GIVEN ENTRIES
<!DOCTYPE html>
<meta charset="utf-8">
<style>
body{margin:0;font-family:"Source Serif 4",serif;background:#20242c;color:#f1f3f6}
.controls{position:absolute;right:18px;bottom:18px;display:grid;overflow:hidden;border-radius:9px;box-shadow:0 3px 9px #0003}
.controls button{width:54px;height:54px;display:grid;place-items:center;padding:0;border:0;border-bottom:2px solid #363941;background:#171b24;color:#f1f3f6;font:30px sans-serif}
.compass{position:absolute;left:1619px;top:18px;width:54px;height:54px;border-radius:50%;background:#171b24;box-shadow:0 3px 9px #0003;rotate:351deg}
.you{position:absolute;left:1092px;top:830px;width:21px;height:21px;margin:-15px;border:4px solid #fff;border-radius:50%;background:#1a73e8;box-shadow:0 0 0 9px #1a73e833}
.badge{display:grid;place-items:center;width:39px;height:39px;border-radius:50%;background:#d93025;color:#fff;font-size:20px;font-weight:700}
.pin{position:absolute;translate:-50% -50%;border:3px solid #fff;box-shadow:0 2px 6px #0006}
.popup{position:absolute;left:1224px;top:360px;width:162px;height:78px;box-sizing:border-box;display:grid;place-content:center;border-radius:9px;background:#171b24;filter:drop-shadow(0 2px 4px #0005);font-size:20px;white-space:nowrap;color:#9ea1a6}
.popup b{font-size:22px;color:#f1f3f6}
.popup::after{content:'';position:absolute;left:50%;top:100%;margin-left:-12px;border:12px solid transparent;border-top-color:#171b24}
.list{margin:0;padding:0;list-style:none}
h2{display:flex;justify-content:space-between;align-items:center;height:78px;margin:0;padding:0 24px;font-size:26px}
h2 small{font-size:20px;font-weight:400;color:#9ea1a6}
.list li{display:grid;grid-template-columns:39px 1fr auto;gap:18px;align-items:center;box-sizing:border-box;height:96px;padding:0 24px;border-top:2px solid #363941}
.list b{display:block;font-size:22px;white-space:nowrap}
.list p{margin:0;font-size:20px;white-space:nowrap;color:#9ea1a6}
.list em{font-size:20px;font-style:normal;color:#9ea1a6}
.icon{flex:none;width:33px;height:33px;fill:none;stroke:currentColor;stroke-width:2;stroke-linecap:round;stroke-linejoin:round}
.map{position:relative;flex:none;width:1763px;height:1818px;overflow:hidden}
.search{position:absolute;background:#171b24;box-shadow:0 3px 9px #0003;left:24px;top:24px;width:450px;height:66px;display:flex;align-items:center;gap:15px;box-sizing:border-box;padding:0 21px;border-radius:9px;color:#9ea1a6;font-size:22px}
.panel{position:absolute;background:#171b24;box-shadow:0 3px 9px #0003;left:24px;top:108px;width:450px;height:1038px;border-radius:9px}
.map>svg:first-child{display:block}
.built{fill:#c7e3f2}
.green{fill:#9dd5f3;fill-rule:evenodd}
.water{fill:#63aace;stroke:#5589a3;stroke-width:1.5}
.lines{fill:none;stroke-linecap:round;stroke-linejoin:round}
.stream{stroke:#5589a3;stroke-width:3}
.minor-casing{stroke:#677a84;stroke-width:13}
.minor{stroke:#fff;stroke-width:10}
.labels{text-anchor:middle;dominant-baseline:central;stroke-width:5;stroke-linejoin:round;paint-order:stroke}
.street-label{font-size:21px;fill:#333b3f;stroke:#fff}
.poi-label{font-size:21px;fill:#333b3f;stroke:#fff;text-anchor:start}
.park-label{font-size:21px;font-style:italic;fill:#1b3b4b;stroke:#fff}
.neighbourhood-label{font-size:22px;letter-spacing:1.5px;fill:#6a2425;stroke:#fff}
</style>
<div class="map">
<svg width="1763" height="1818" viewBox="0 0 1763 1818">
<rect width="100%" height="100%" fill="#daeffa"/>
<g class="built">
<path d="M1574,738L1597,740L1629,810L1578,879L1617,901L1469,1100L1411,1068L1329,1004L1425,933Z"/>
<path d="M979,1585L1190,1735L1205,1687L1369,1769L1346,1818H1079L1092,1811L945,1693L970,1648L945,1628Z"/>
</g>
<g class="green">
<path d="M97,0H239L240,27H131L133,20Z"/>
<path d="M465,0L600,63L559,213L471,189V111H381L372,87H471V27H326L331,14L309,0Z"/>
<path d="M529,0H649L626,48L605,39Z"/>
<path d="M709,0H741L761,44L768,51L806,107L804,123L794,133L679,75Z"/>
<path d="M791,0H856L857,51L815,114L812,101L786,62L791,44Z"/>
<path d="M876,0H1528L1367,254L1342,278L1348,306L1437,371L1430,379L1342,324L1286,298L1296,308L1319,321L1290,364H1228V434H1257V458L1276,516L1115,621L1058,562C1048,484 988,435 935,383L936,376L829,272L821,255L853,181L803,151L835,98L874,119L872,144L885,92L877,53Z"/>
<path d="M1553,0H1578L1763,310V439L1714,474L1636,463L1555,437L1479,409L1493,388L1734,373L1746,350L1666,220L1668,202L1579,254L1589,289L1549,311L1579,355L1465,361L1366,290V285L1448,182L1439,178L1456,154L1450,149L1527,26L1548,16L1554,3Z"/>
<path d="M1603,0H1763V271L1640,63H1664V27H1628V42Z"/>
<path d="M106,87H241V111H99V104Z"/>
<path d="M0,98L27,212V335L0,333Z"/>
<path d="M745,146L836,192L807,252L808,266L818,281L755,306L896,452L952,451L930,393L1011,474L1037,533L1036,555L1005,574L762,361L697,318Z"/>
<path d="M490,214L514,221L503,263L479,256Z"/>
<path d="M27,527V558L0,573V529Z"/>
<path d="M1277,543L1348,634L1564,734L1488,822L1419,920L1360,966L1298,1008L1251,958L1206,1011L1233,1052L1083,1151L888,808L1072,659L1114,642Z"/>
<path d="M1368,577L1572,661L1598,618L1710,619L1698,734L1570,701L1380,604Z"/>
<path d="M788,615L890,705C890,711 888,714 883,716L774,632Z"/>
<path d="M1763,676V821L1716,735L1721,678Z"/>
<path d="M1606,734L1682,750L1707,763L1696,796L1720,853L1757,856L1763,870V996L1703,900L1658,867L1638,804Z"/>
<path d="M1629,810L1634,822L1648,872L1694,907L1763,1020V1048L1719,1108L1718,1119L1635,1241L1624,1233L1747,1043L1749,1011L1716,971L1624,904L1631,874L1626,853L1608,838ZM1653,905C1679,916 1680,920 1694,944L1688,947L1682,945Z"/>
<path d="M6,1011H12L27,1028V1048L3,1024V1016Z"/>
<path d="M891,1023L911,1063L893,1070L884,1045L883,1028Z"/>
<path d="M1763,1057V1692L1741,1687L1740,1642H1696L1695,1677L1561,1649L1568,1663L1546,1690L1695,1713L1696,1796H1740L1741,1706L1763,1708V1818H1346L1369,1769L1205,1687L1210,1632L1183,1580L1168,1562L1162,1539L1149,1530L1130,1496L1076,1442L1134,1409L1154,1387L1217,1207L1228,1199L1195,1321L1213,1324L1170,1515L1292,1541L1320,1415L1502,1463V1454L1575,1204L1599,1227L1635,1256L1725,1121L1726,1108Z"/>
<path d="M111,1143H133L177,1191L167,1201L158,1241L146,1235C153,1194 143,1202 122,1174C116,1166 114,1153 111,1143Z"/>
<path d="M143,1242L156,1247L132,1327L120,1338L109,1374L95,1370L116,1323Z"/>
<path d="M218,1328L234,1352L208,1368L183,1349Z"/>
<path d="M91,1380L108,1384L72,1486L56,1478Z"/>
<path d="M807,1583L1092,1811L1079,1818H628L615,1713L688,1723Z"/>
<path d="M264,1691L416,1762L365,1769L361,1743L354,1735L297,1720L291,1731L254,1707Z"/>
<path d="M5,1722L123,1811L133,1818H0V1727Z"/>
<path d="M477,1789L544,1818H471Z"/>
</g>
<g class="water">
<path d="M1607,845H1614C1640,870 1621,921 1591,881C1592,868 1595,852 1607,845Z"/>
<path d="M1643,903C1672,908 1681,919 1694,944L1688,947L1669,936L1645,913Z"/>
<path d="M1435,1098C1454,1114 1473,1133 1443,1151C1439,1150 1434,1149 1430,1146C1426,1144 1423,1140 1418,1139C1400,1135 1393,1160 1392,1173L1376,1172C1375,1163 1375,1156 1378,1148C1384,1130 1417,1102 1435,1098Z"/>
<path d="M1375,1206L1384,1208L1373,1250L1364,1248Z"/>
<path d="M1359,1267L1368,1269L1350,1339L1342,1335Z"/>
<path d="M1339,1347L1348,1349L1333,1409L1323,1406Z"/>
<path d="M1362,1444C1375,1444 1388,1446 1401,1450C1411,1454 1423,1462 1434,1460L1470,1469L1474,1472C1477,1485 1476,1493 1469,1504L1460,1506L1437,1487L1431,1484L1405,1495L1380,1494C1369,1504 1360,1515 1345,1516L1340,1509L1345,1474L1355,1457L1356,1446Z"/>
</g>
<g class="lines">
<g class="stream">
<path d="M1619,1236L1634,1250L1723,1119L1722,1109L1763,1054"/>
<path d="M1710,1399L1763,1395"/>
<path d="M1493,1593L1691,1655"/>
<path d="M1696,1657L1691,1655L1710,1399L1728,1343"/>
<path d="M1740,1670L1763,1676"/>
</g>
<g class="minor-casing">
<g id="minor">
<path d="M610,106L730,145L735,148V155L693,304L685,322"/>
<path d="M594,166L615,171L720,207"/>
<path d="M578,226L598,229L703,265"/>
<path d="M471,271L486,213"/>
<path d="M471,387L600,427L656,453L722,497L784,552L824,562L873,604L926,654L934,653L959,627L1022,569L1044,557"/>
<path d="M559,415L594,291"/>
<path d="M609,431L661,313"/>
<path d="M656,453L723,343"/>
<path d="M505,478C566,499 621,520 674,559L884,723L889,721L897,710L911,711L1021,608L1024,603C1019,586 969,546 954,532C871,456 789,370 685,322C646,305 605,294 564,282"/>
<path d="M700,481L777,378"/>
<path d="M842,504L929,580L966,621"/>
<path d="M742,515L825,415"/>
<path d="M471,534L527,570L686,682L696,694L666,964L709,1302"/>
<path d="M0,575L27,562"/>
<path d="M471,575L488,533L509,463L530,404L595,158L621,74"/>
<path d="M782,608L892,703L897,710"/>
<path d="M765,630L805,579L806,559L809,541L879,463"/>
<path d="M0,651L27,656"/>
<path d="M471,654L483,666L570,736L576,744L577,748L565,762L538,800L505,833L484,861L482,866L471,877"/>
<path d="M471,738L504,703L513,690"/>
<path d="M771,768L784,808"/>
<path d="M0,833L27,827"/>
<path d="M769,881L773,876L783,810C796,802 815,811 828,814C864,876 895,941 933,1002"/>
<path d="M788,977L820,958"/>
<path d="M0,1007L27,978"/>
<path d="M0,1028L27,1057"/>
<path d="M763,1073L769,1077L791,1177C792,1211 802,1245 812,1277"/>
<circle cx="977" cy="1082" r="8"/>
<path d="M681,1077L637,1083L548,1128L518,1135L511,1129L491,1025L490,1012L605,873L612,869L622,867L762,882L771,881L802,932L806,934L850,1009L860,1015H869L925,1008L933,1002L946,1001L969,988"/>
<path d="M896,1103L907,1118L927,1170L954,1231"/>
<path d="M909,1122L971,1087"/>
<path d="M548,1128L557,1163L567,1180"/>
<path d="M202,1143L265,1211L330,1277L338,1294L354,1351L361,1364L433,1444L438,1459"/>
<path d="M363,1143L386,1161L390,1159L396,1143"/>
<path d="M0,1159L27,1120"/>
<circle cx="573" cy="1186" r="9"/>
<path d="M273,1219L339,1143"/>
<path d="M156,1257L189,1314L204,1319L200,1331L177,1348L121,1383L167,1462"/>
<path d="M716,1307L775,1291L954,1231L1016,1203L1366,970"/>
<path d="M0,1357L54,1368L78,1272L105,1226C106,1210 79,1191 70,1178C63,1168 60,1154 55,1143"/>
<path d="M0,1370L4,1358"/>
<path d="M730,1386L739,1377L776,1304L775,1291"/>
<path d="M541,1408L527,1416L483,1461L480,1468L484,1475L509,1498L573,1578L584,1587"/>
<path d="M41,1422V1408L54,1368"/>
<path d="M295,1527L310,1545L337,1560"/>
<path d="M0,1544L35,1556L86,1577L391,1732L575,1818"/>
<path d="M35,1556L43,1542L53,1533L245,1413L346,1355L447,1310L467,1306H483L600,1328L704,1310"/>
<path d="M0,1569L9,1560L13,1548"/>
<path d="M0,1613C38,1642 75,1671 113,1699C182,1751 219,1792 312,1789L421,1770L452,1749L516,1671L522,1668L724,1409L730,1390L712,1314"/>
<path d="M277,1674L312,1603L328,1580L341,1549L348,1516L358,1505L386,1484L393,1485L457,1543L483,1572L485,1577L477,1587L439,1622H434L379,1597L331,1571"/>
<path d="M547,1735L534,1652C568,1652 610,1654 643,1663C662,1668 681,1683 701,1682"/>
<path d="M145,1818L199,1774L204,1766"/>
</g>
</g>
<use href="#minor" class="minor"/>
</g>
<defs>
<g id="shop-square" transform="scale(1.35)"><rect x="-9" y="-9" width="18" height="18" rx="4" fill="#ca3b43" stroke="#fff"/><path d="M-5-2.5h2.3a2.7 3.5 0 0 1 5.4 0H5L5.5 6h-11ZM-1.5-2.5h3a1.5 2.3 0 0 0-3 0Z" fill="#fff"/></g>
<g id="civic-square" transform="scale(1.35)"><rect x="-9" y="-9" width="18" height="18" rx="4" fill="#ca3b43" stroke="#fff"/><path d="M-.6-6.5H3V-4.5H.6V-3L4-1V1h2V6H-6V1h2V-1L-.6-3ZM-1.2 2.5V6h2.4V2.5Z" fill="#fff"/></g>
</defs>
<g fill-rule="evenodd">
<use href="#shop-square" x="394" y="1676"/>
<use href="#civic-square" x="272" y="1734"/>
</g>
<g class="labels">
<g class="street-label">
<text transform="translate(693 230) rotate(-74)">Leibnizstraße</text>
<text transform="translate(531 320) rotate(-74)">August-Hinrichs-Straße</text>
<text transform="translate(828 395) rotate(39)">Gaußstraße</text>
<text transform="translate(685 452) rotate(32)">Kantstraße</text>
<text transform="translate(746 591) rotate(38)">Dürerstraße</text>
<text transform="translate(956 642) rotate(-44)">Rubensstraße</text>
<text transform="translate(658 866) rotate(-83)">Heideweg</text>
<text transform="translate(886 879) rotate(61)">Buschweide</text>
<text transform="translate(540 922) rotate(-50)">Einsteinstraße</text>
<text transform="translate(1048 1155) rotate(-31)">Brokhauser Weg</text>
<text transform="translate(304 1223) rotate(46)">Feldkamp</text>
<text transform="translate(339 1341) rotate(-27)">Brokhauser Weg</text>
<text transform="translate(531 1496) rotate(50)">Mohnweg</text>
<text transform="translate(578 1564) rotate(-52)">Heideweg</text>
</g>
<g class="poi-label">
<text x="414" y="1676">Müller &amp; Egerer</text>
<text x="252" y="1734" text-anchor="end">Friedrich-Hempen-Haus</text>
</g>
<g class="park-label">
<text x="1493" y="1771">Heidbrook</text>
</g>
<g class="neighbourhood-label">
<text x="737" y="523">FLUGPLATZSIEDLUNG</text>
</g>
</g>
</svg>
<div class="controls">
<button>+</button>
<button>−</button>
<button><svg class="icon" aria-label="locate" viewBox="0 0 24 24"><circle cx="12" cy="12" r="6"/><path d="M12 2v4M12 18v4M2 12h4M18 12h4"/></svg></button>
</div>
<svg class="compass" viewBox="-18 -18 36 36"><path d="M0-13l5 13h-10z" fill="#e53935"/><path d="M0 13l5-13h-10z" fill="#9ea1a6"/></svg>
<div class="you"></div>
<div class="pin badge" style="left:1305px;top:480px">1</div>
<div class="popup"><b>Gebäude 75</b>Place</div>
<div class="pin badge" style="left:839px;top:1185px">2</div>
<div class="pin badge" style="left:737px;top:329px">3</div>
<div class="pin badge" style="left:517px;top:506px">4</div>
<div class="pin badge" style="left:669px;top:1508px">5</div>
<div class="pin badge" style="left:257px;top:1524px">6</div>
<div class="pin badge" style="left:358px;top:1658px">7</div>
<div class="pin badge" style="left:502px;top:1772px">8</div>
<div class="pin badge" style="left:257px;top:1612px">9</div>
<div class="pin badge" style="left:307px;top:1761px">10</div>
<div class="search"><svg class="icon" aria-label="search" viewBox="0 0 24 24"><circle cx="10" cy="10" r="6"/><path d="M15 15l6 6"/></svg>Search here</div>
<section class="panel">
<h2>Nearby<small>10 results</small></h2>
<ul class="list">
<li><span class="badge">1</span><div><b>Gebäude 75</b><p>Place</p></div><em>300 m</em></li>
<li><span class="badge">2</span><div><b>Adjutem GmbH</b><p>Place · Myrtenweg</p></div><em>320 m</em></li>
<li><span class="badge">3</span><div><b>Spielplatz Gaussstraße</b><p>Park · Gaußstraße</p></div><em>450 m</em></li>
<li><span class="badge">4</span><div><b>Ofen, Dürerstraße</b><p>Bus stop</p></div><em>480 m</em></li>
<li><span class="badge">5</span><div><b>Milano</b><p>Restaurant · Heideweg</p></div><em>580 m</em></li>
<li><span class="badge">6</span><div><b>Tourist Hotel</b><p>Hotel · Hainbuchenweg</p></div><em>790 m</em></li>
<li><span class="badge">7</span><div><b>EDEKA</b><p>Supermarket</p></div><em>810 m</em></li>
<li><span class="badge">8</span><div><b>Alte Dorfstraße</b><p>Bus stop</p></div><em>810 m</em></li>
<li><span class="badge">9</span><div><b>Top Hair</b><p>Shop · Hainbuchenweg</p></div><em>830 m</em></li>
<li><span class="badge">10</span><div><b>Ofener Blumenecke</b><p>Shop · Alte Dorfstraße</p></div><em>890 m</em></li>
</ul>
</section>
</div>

WHAT YOU NEED TO DO
Which of the lines in the material carry the string "linejoin"? Pull them out.

ANSWER SPACE
.icon{flex:none;width:33px;height:33px;fill:none;stroke:currentColor;stroke-width:2;stroke-linecap:round;stroke-linejoin:round}
.lines{fill:none;stroke-linecap:round;stroke-linejoin:round}
.labels{text-anchor:middle;dominant-baseline:central;stroke-width:5;stroke-linejoin:round;paint-order:stroke}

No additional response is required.